Headline

Serangan terhadap pasukan perdamaian melanggar hukum internasional.

Motif Kasus Mutilasi dalam Freezer Bekasi: Korban Tolak Ajakan Merampok Majikan

Media Indonesia
31/3/2026 19:40
Motif Kasus Mutilasi dalam Freezer Bekasi: Korban Tolak Ajakan Merampok Majikan
Polisi melakukan olah TKP di kios ayam geprek tempat ditemukan jasad tanpa tangan dan kaki dalam freezer yang berlokasi di Mega Regency, Desa Sukaragam, Kecamatan Serang Baru, Kabupaten Bekasi, Jawa Barat(Polda Metro Jaya)

DIREKTORAT Reserse Kriminal Umum (Ditreskrimum) Polda Metro Jaya akhirnya mengungkap motif di balik pembunuhan sadis disertai mutilasi terhadap AH (39). Jasad korban sebelumnya ditemukan mengenaskan di dalam alat pembeku makanan (freezer) di sebuah kios ayam geprek di kawasan Serang Baru, Kabupaten Bekasi.

Dirreskrimum Polda Metro Jaya, Kombes Iman Imanuddin, menjelaskan bahwa nyawa korban dihabisi oleh dua rekan kerjanya sendiri karena menolak diajak melakukan tindak kejahatan terhadap majikan mereka.

"Mereka sama-sama karyawan di sana. Kemudian yang satu, yang korban itu diajak untuk melakukan kejahatan, tapi menolak, sehingga yang dua orang membunuh si korban tersebut," ujar Kombes Pol Iman Imanuddin di Kompleks Parlemen, Senayan, Selasa (31/3).

Incar Mobil Majikan

Berdasarkan hasil pemeriksaan, dua tersangka berinisial DS alias A dan S awalnya berencana menguasai aset berharga milik majikan tempat mereka bekerja. Target utama para pelaku adalah sebuah mobil.

Namun, karena sistem pengamanan pada kendaraan tersebut dinilai sangat ketat, para pelaku memutuskan untuk mengalihkan sasaran pencurian.

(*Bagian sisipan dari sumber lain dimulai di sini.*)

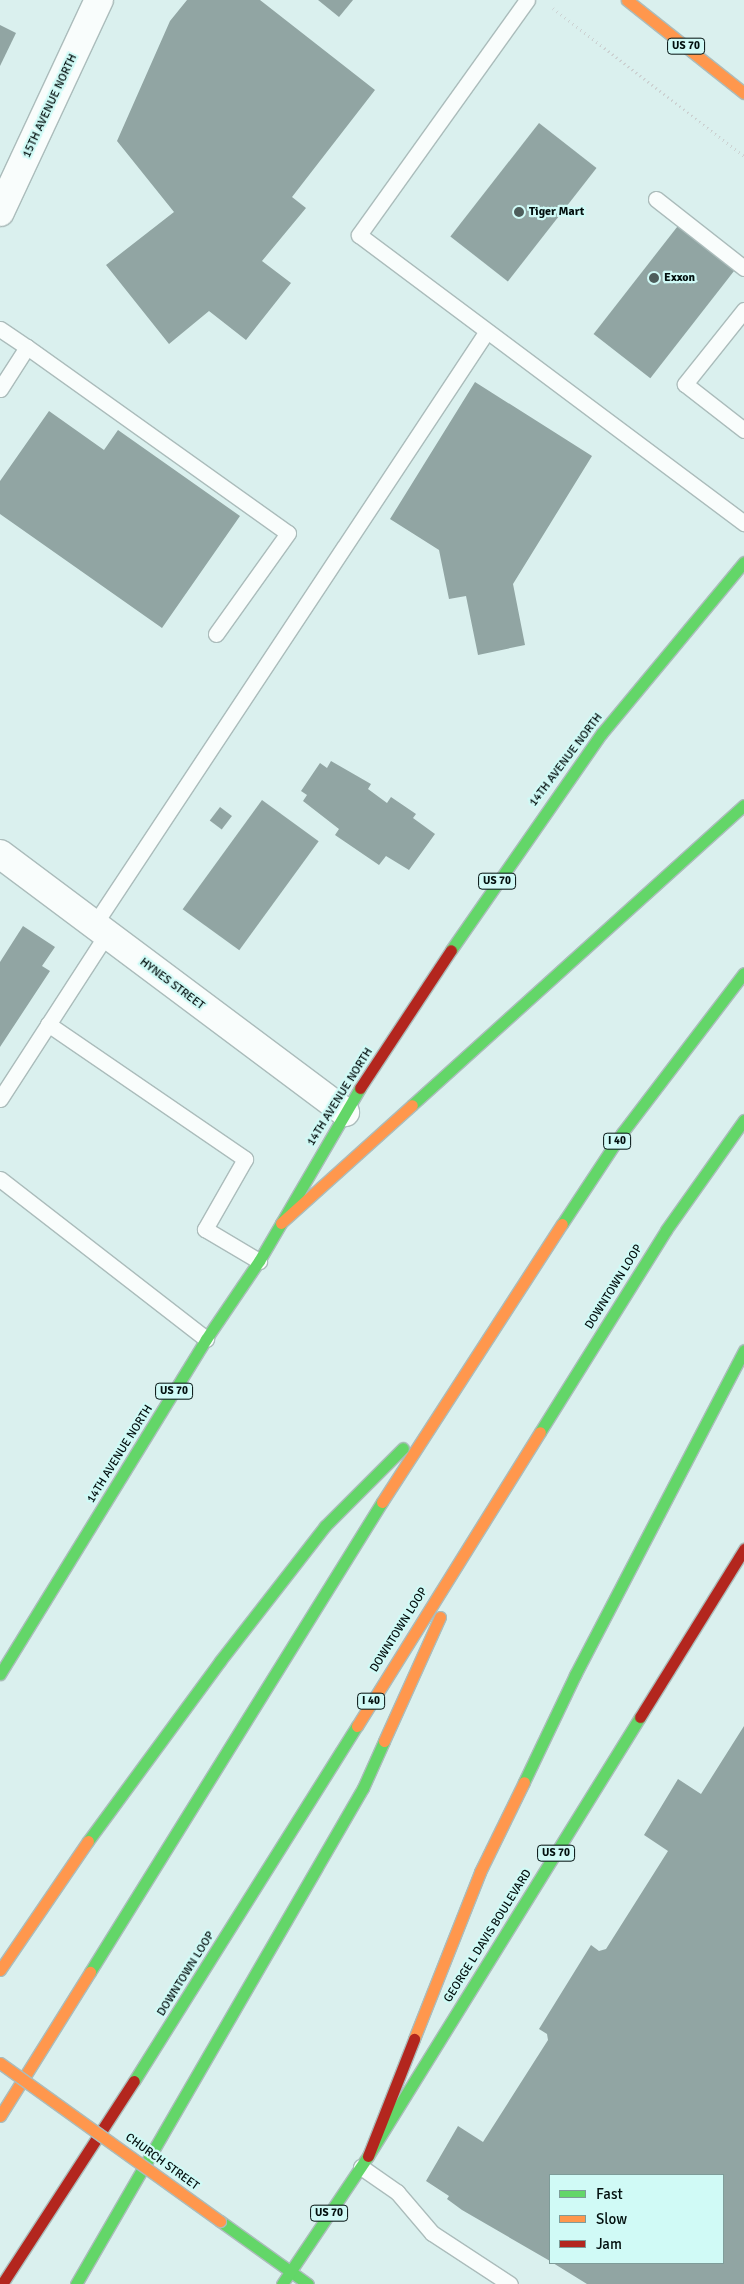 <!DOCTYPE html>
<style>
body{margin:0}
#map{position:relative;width:744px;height:2284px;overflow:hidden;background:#daf0ee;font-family:Signika,sans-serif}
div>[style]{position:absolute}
.building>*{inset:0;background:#91a5a3;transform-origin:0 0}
.path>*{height:3px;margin-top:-1.5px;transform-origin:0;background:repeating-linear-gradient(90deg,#ccd2d2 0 1px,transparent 0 5px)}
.roads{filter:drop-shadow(1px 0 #abbcbb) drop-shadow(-1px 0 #abbcbb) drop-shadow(0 1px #abbcbb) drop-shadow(0 -1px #abbcbb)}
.lane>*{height:15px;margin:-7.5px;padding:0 7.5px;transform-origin:7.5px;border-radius:7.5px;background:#f9fdfc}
.street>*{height:28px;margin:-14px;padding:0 14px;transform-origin:14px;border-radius:14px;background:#f9fdfc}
.fast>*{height:11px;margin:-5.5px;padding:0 5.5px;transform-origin:5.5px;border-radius:5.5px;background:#63d668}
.slow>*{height:11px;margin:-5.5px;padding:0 5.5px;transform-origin:5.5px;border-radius:5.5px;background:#ff974d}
.jam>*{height:11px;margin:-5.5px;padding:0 5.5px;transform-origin:5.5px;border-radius:5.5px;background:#b3261e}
.bridges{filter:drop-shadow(1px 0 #abbcbb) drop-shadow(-1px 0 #abbcbb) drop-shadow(0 1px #abbcbb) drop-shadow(0 -1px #abbcbb)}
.slow-bridge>*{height:11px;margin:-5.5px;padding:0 5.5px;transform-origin:5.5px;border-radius:5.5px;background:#ff974d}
.dots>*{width:14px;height:14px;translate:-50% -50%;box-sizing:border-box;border:2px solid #d0faf6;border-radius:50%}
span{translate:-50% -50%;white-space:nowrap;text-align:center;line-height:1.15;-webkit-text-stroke:4.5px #d0faf6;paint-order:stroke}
.shield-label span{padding:1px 4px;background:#d0faf6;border:1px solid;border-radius:4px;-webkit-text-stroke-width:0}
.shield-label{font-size:11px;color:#020f0e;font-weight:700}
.street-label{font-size:12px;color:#020f0e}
.poi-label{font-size:12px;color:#020f0e;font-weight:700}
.left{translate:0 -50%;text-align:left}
.legend{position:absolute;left:549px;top:2174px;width:175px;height:90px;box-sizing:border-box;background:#d0faf6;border:1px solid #7e9c99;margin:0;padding:6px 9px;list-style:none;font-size:15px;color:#020f0e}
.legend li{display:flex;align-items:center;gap:10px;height:25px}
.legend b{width:25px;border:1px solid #7e9c99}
</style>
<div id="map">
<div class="building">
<i style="clip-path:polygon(187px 0,260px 0,375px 90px,292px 197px,306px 208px,262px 261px,291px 283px,246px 340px,209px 311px,169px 344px,106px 265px,174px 212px,117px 141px,170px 21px)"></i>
<i style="clip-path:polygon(318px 0,353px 0,339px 17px)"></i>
<i style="clip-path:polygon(0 25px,16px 33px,0 66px)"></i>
<i style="left:539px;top:123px;width:73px;height:144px;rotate:38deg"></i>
<i style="left:681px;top:222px;width:72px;height:142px;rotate:38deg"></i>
<i style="clip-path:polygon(475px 382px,592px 456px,513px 584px,525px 645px,478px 655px,466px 596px,449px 599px,439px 550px,390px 519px)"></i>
<i style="clip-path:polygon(49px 411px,104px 450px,118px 430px,240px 516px,162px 628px,0 514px,0 481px)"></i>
<i style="clip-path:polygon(331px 761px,371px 784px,368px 789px,387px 803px,391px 797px,416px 814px,413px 818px,435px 834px,409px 870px,386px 856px,379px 865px,335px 835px,339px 829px,303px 801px,307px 795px,301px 791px,320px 763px,327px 768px)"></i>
<i style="left:262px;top:800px;width:70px;height:135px;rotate:36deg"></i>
<i style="left:220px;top:807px;width:15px;height:17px;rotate:37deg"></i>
<i style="clip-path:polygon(23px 926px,55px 947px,42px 966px,50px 971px,0 1047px,0 962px)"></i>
<i style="clip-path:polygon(744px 1726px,744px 2284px,587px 2284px,553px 2263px,723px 2263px,723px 2175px,550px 2175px,550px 2261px,462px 2210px,447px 2199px,449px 2196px,426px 2181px,458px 2126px,483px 2142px,548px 2040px,547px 2034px,539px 2029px,591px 1945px,599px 1951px,606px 1949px,668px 1851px,644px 1835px,678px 1779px,701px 1794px)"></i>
</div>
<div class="path">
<i style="left:553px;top:8px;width:242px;rotate:37.8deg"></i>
</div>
<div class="roads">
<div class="lane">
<i style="left:527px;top:0;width:289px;rotate:125.6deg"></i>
<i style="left:359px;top:235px;width:481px;rotate:36.8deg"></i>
<i style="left:656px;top:199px;width:112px;rotate:38.1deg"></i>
<i style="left:744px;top:310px;width:95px;rotate:128.6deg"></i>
<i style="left:685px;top:384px;width:75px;rotate:37.9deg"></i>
<i style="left:0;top:329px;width:32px;rotate:34deg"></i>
<i style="left:27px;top:347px;width:50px;rotate:122.7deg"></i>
<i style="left:27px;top:347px;width:320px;rotate:35.5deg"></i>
<i style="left:288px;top:533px;width:124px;rotate:125.5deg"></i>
<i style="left:94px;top:925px;width:712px;rotate:-56.51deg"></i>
<i style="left:48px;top:1024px;width:239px;rotate:34.4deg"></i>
<i style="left:245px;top:1159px;width:81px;rotate:119.7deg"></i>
<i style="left:205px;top:1229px;width:63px;rotate:30.7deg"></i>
<i style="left:0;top:1099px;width:195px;rotate:-57.1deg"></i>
<i style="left:0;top:1179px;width:261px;rotate:37.8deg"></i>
<i style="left:361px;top:2167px;width:44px;rotate:34.8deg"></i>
<i style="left:397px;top:2192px;width:54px;rotate:49.5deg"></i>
<i style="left:432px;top:2233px;width:93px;rotate:33.2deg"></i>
</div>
<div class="street">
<i style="left:0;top:212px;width:234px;rotate:-65deg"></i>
<i style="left:0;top:854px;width:431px;rotate:36.8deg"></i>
</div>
<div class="fast">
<i style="left:451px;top:950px;width:264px;rotate:-55.2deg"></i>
<i style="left:602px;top:733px;width:222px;rotate:-50.3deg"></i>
<i style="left:412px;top:1105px;width:447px;rotate:-42.1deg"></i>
<i style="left:562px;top:1224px;width:109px;rotate:-56.6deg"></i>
<i style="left:622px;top:1133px;width:201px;rotate:-52.7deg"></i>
<i style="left:540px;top:1432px;width:238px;rotate:-58deg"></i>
<i style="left:666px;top:1230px;width:135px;rotate:-54.7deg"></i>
<i style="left:0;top:1674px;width:393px;rotate:-58.4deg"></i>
<i style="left:206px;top:1339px;width:94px;rotate:-55.8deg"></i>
<i style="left:259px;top:1261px;width:200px;rotate:-59.7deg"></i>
<i style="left:524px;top:1782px;width:119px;rotate:-64.5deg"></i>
<i style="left:575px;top:1675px;width:366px;rotate:-62.5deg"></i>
<i style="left:88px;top:1841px;width:223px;rotate:-53.7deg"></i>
<i style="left:220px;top:1661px;width:171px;rotate:-52.1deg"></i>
<i style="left:325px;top:1526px;width:110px;rotate:-45deg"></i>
<i style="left:90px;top:1972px;width:553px;rotate:-58.15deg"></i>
<i style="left:134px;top:2081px;width:419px;rotate:-57.9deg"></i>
<i style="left:220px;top:2221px;width:108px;rotate:35.6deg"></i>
<i style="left:76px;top:2284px;width:573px;rotate:-59.95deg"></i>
<i style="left:363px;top:1788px;width:51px;rotate:-65.9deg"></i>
<i style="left:282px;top:2284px;width:154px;rotate:-56.1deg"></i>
<i style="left:368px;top:2156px;width:516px;rotate:-58.22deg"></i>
</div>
<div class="slow">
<i style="left:627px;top:0;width:149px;rotate:38.5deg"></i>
<i style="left:281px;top:1223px;width:176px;rotate:-42deg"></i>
<i style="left:382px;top:1502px;width:331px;rotate:-57.1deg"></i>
<i style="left:357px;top:1726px;width:346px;rotate:-58.1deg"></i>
<i style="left:384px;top:1741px;width:136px;rotate:-65.7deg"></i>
<i style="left:0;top:1970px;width:156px;rotate:-55.7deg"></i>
<i style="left:414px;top:2039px;width:180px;rotate:-68.4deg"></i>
<i style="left:480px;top:1872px;width:100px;rotate:-63.9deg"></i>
<i style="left:0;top:2116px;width:170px;rotate:-58deg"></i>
</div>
<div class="jam">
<i style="left:360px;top:1088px;width:165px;rotate:-56.6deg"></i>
<i style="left:640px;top:1717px;width:198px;rotate:-58.2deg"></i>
<i style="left:368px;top:2156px;width:126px;rotate:-68.5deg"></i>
<i style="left:2px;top:2284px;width:242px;rotate:-57deg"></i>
</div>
</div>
<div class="bridges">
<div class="slow-bridge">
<i style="left:0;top:2063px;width:271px;rotate:35.7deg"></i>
</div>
</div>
<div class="dots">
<i style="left:519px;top:212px;background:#4e5e5c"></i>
<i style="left:654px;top:278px;background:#4e5e5c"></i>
</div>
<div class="shield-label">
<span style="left:686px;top:46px">US 70</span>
<span style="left:497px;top:881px">US 70</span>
<span style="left:617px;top:1141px">I 40</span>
<span style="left:174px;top:1391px">US 70</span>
<span style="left:371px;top:1701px">I 40</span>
<span style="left:556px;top:1853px">US 70</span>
<span style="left:329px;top:2213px">US 70</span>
</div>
<div class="street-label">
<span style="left:50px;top:106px;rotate:-65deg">15TH AVENUE NORTH</span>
<span style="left:566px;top:760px;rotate:-53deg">14TH AVENUE NORTH</span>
<span style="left:172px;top:984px;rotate:37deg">HYNES STREET</span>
<span style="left:340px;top:1097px;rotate:-58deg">14TH AVENUE NORTH</span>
<span style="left:614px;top:1287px;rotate:-58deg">DOWNTOWN LOOP</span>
<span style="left:120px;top:1454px;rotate:-58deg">14TH AVENUE NORTH</span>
<span style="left:399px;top:1630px;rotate:-58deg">DOWNTOWN LOOP</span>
<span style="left:488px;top:1936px;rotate:-58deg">GEORGE L DAVIS BOULEVARD</span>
<span style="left:186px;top:1974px;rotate:-58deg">DOWNTOWN LOOP</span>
<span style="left:162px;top:2162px;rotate:36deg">CHURCH STREET</span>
</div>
<div class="poi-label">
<span class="left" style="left:529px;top:212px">Tiger Mart</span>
<span class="left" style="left:664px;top:278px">Exxon</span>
</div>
<ul class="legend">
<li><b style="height:6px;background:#63d668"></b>Fast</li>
<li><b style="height:6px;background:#ff974d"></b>Slow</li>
<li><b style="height:6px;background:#b3261e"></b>Jam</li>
</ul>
</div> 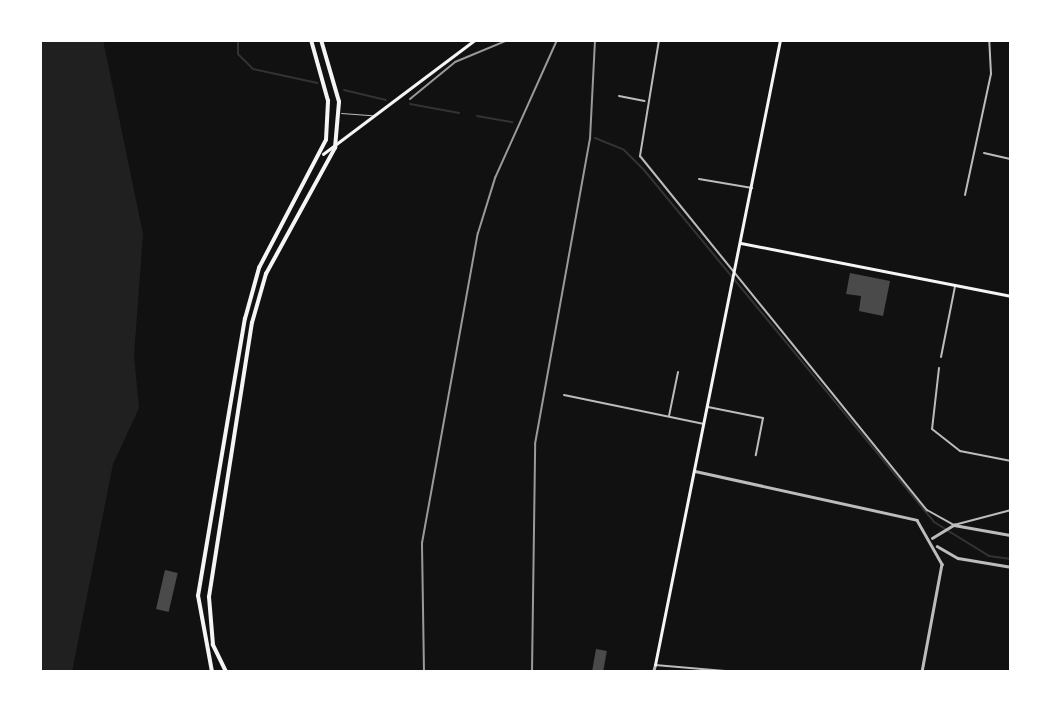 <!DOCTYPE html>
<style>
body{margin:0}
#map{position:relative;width:1051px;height:712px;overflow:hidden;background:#111;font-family:Arial,sans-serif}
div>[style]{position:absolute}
.green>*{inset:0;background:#202020}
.stream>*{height:2px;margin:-1px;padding:0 1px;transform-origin:1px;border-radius:1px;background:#333}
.building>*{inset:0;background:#4a4a4a;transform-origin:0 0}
.service>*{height:1px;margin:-0.5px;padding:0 0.5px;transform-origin:0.5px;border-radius:0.5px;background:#bcbcbc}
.minor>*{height:2px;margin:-1px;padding:0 1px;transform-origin:1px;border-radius:1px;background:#bcbcbc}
.tertiary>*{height:2.5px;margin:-1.25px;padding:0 1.25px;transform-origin:1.25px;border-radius:1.25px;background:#bcbcbc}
.secondary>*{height:2.5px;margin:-1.25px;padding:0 1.25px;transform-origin:1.25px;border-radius:1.25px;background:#f5f5f5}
.trunk>*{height:3.5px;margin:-1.75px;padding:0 1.75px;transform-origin:1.75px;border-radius:1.75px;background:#f5f5f5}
.rail>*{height:2px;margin:-1px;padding:0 1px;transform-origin:1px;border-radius:1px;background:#9a9a9a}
span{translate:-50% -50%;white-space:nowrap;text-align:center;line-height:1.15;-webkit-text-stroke:7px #fff;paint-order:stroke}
.frame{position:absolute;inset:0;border:42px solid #fff;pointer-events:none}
</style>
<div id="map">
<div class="green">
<div style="clip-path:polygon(40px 40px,103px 40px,143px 234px,134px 355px,139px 408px,113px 464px,72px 672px,40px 672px)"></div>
</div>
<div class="stream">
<div style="left:238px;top:40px;width:14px;rotate:90deg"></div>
<div style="left:238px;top:54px;width:21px;rotate:45deg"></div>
<div style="left:253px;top:69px;width:66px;rotate:12.3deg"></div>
<div style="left:344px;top:90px;width:43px;rotate:13.4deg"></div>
<div style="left:410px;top:104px;width:50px;rotate:10.4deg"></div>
<div style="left:477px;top:116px;width:36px;rotate:10deg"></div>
<div style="left:595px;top:138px;width:31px;rotate:22deg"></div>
<div style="left:624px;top:150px;width:28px;rotate:45deg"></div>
<div style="left:644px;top:170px;width:456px;rotate:50.5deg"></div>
<div style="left:934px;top:522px;width:65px;rotate:31.7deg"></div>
<div style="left:989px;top:556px;width:22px;rotate:8deg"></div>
</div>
<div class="building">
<div style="clip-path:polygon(850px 273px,890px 281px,883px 316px,859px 311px,861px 296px,846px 294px)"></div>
<div style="left:165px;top:570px;width:13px;height:40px;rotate:13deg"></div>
<div style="left:596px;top:649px;width:11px;height:23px;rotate:10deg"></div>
</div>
<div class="service">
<div style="left:341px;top:113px;width:31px;rotate:4deg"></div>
</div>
<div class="minor">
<div style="left:659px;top:40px;width:118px;rotate:99.3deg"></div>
<div style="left:640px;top:156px;width:456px;rotate:51deg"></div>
<div style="left:927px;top:510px;width:31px;rotate:29deg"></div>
<div style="left:954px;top:525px;width:59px;rotate:-14.7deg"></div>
<div style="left:619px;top:96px;width:26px;rotate:11deg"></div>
<div style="left:984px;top:153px;width:28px;rotate:13deg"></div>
<div style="left:699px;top:179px;width:54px;rotate:9.6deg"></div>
<div style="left:965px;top:195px;width:124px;rotate:-77.9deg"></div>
<div style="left:991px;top:74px;width:34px;rotate:-93deg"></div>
<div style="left:941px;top:357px;width:72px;rotate:-78.8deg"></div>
<div style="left:939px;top:368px;width:61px;rotate:96.5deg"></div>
<div style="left:932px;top:429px;width:36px;rotate:38deg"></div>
<div style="left:960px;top:451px;width:52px;rotate:11.1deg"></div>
<div style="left:564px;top:395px;width:143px;rotate:11.7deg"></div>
<div style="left:708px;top:407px;width:56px;rotate:11.3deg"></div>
<div style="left:763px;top:418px;width:38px;rotate:101deg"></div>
<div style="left:669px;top:416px;width:45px;rotate:-78.4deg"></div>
<div style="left:655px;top:665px;width:82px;rotate:4.9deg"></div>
</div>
<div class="tertiary">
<div style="left:695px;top:471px;width:227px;rotate:12.4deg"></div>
<div style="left:917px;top:520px;width:51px;rotate:60.4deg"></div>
<div style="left:942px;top:564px;width:110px;rotate:100.5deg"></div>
<div style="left:932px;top:538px;width:26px;rotate:-31deg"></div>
<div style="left:954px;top:525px;width:58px;rotate:10deg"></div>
<div style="left:937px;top:546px;width:24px;rotate:30deg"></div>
<div style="left:958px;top:558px;width:54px;rotate:9.6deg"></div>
<div style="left:653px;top:672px;width:7px;rotate:-74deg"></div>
</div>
<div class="secondary">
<div style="left:323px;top:154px;width:190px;rotate:-36.9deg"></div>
<div style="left:741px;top:243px;width:275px;rotate:11.1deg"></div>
<div style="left:655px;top:665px;width:637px;rotate:-78.69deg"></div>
</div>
<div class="trunk">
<div style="left:212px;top:672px;width:77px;rotate:-100.4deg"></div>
<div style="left:198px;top:596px;width:281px;rotate:-80.4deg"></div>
<div style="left:245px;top:319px;width:53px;rotate:-74.6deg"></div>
<div style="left:259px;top:268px;width:144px;rotate:-62.4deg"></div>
<div style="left:326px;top:140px;width:39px;rotate:-87deg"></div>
<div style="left:328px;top:101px;width:63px;rotate:-105.6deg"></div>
<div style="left:226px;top:672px;width:30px;rotate:-116deg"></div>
<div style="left:213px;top:645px;width:48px;rotate:-94.8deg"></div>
<div style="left:209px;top:597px;width:277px;rotate:-81.1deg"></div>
<div style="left:252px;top:323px;width:51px;rotate:-74.1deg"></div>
<div style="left:266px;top:274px;width:144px;rotate:-61.3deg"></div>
<div style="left:335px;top:148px;width:46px;rotate:-85deg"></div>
<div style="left:339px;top:102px;width:65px;rotate:-106.2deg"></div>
</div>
<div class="rail">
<div style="left:410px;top:99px;width:58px;rotate:-39.4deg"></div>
<div style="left:455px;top:62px;width:57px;rotate:-22.5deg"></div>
<div style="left:424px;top:672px;width:129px;rotate:-90.9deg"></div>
<div style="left:422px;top:543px;width:315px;rotate:-79.8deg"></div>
<div style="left:478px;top:233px;width:58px;rotate:-72.8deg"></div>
<div style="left:495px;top:178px;width:151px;rotate:-65.8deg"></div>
<div style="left:532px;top:672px;width:228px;rotate:-89.2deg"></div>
<div style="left:535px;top:444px;width:310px;rotate:-79.8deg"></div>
<div style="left:590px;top:139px;width:99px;rotate:-87.1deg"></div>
</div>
<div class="frame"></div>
</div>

"Awalnya yang mau diambil itu adalah mobil. Tapi karena ada pengamanan yang cukup lumayan ketat, sehingga yang rencananya awalnya mobil, bergeser ke motor," terang Iman. Meskipun target berubah, korban AH tetap teguh menolak terlibat, hingga akhirnya para tersangka nekat melakukan pembunuhan.

Ditangkap di Majalengka

Kabid Humas Polda Metro Jaya, Kombes Pol Budi Hermanto, mengungkapkan bahwa kedua pelaku berhasil diringkus pada Minggu (29/3) sekitar pukul 09.30 WIB di Desa Sindang Panji, Cikijing, Kabupaten Majalengka.

Penyidikan kasus ini dilakukan dengan mengedepankan metode scientific crime investigation guna memastikan setiap peran pelaku terungkap secara objektif berdasarkan alat bukti yang sah.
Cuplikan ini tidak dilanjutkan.